Excerpted data:
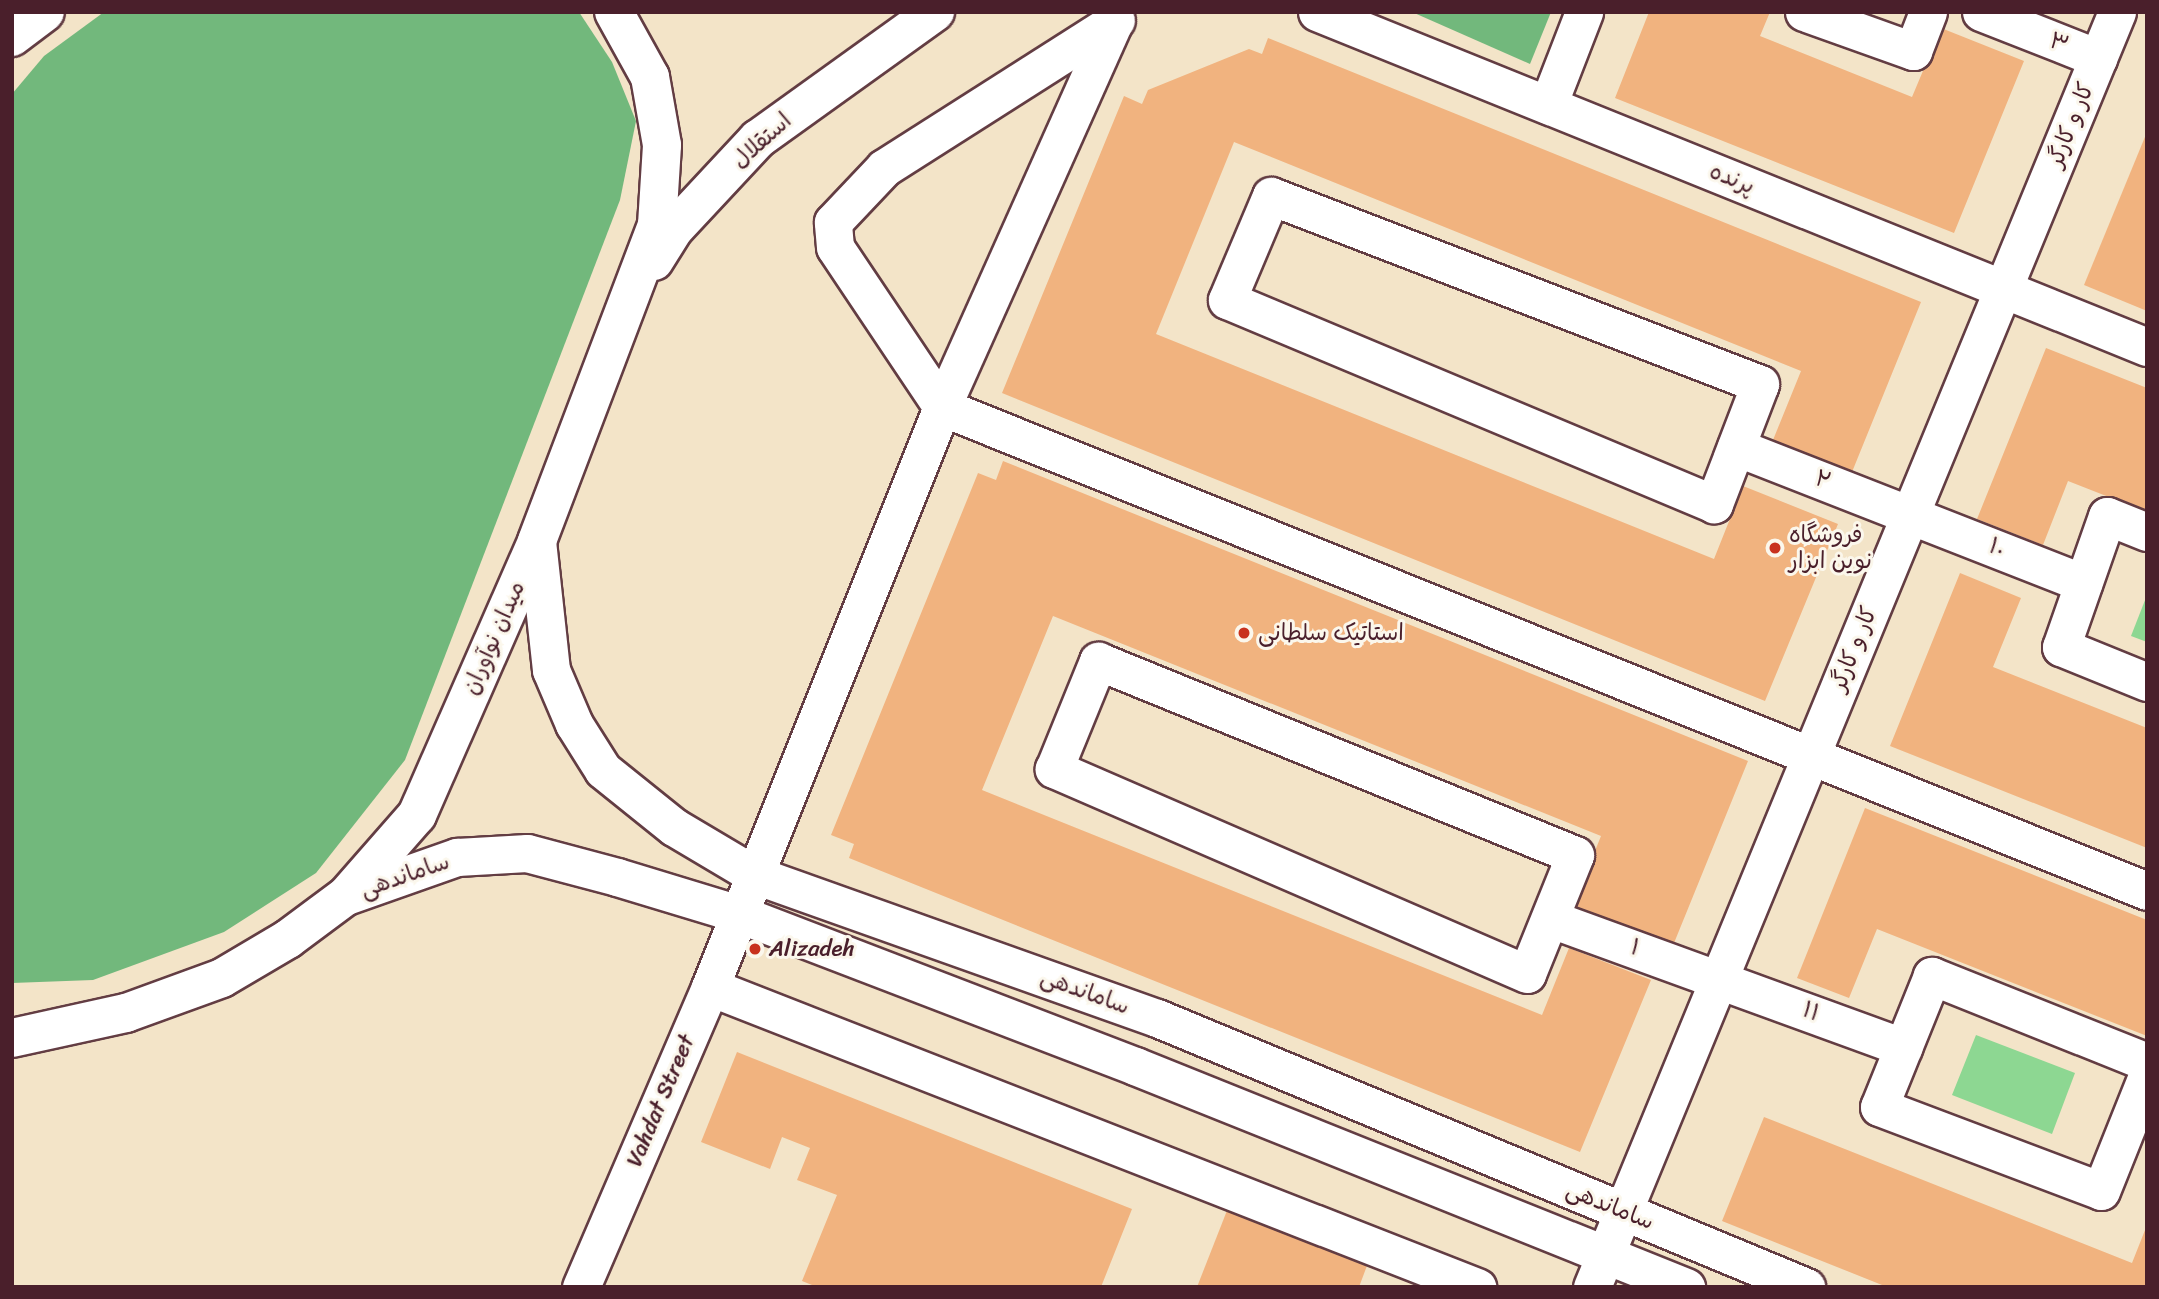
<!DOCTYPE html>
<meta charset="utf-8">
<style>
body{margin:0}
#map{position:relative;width:2159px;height:1299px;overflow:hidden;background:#f3e4c8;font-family:Sriracha,"Playpen Sans Arabic",sans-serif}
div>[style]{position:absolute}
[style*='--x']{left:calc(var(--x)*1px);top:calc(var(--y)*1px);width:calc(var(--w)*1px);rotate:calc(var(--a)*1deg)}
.green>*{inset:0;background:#8dd792}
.forest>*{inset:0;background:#72b87c}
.building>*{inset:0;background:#f1b37f}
.roads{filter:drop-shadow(2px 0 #633d43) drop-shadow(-2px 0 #633d43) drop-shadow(0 2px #633d43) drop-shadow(0 -2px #633d43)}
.minor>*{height:37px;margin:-18.5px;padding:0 18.5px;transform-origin:18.5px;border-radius:18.5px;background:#fff}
.major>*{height:38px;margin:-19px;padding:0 19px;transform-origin:19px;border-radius:19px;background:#fff}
.dots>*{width:19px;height:19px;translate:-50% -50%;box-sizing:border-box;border:4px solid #fbf7ec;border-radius:50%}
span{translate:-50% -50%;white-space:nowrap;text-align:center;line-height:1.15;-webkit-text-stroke:6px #fbf7ec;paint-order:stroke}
.street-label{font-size:23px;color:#4a1f2b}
.poi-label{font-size:23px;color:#4a1f2b}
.left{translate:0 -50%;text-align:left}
.frame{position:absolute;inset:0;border:14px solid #4a1f2b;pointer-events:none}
</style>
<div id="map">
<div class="green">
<div style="clip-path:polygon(2147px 595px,2147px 642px,2131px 636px)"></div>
<div style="clip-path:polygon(1976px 1035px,2075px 1073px,2052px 1134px,1952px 1095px)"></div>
</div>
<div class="forest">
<div style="clip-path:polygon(104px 12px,579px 12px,612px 62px,636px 121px,620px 200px,405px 760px,316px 873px,224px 932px,93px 980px,12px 983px,12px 94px,44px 56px)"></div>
<div style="clip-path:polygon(1412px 12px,1551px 12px,1530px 64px)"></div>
</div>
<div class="building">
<div style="clip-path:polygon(1649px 12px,1770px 12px,1760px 36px,1912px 97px,1941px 28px,2024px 61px,1954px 233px,1615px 98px)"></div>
<div style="clip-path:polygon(1268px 38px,1921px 302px,1852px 472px,1773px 440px,1801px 371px,1234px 142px,1156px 334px,1714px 559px,1743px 486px,1838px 524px,1765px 701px,1002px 393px,1124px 96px,1142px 104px,1148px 90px,1249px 49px,1262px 54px)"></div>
<div style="clip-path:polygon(2147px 132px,2147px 311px,2084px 285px)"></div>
<div style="clip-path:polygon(2046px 348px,2147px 388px,2147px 512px,2068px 481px,2043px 545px,1977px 519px)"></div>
<div style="clip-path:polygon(1003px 461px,1748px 761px,1672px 948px,1572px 908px,1601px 836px,1053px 616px,982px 790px,1542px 1015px,1569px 948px,1651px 980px,1580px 1152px,849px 858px,854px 844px,831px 835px,978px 473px,996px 480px)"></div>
<div style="clip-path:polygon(1960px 573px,2021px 598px,1993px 667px,2147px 728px,2147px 848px,1890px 746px)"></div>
<div style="clip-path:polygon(1865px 808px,2147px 920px,2147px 1036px,1877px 929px,1849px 998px,1797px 978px)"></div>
<div style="clip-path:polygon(737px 1052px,1132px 1209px,1101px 1287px,817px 1287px,802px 1281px,837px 1195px,797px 1180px,810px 1148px,782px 1137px,770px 1169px,701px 1142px)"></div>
<div style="clip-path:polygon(1764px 1117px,2132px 1263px,2147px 1225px,2147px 1287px,1887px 1287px,1722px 1221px)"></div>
<div style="clip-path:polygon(1228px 1208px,1368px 1263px,1359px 1287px,1197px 1287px)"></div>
</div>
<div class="roads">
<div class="minor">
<div style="--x:1317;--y:12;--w:895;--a:21.98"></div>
<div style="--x:1804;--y:12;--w:116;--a:19.7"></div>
<div style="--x:1913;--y:51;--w:42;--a:-69"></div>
<div style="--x:1981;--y:12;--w:126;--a:21.5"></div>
<div style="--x:1114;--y:22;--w:422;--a:114.1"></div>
<div style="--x:942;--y:407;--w:1299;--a:21.88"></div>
<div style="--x:1548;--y:105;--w:100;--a:-68.8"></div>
<div style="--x:1271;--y:196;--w:524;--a:21.03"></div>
<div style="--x:1760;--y:384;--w:129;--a:111"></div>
<div style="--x:1714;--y:504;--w:528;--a:-157.27"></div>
<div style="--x:1227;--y:300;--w:113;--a:-67.1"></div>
<div style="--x:1736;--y:447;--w:373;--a:21.4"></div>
<div style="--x:2147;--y:532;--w:43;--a:-158.2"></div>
<div style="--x:2107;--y:516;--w:139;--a:109.3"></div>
<div style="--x:2061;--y:647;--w:93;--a:22.1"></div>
<div style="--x:537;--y:541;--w:130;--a:83.8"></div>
<div style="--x:551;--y:670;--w:59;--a:66.9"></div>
<div style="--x:574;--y:724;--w:54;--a:57.8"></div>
<div style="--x:603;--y:770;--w:91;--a:38.8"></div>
<div style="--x:674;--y:827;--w:94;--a:30.7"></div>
<div style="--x:755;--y:875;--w:427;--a:19.6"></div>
<div style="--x:1157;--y:1018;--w:703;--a:22.51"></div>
<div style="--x:1098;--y:661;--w:515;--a:22.13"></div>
<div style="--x:1575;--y:855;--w:128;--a:112"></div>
<div style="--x:1527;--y:974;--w:516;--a:-156.57"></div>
<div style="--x:1054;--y:769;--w:117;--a:-67.8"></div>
<div style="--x:346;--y:896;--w:118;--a:-19.4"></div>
<div style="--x:457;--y:857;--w:70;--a:-3.3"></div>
<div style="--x:527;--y:853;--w:93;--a:14.9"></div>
<div style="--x:617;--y:877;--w:127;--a:16.9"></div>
<div style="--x:739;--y:914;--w:424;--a:21"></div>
<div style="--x:1135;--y:1066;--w:594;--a:21.86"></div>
<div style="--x:1551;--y:919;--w:375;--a:20"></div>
<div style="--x:710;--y:987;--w:824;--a:21.36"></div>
<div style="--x:2147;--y:1062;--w:232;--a:-158.2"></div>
<div style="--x:1932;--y:976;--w:141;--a:112"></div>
<div style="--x:1879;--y:1107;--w:237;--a:20.7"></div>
<div style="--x:2101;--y:1191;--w:124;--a:-68.2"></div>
<div style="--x:581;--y:1287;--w:327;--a:-66.7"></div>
<div style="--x:710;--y:987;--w:625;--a:-68.2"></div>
<div style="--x:942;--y:407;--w:192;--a:-123.8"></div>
<div style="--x:835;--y:247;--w:25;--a:-95"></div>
<div style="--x:833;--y:222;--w:74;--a:-46.6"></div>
<div style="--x:884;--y:168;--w:275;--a:-32.5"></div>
<div style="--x:1592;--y:1287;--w:1379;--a:-67.62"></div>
</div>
<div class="major">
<div style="--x:12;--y:37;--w:41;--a:-37.1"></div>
<div style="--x:654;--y:261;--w:39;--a:-58"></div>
<div style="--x:675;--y:228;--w:122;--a:-47"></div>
<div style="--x:758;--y:139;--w:218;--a:-35.7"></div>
<div style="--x:12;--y:1038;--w:117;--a:-12.4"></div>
<div style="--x:126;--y:1013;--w:102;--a:-20"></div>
<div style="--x:222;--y:978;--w:77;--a:-30.6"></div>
<div style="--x:288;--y:939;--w:72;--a:-36.6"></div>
<div style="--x:346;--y:896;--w:108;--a:-48.8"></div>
<div style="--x:417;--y:815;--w:299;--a:-66.3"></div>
<div style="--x:537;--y:541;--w:338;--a:-69.2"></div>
<div style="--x:657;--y:225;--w:80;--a:-86.4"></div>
<div style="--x:662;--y:145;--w:69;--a:-100"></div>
<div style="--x:650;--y:77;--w:74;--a:-119"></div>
</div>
</div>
<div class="dots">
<div style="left:1775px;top:548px;background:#c8321e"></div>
<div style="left:1244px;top:633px;background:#c8321e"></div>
<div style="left:755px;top:949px;background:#c8321e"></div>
</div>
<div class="street-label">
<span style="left:2059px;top:43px;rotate:21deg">۳</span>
<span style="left:2071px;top:125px;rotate:-68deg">کار و کارگر</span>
<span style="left:762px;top:141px;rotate:-42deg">استقلال</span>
<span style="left:1732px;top:179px;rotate:22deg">پرنده</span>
<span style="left:1823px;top:480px;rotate:20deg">۲</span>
<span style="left:1997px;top:548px;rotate:22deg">۱۰</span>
<span style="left:494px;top:638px;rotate:-66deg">میدان نوآوران</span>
<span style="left:1854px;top:649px;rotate:-68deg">کار و کارگر</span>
<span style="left:405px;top:876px;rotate:-19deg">ساماندهی</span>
<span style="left:1635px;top:948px;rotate:19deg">۱</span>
<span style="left:1085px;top:992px;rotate:20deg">ساماندهی</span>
<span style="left:1811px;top:1012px;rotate:21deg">۱۱</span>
<span style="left:661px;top:1101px;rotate:-67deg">Vahdat Street</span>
<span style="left:1610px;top:1206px;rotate:22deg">ساماندهی</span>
</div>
<div class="poi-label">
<span class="left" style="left:1789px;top:548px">فروشگاه<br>نوین ابزار</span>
<span class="left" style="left:1258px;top:633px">استاتیک سلطانی</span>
<span class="left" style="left:769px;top:949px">Alizadeh</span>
</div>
<div class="frame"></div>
</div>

Task: All lines from the beginning of the entries above to the line containing "0 #633d43) drop-shadow(-2px", inclusive, should be printed exactly, apart from the pictures.

Final answer:
<!DOCTYPE html>
<meta charset="utf-8">
<style>
body{margin:0}
#map{position:relative;width:2159px;height:1299px;overflow:hidden;background:#f3e4c8;font-family:Sriracha,"Playpen Sans Arabic",sans-serif}
div>[style]{position:absolute}
[style*='--x']{left:calc(var(--x)*1px);top:calc(var(--y)*1px);width:calc(var(--w)*1px);rotate:calc(var(--a)*1deg)}
.green>*{inset:0;background:#8dd792}
.forest>*{inset:0;background:#72b87c}
.building>*{inset:0;background:#f1b37f}
.roads{filter:drop-shadow(2px 0 #633d43) drop-shadow(-2px 0 #633d43) drop-shadow(0 2px #633d43) drop-shadow(0 -2px #633d43)}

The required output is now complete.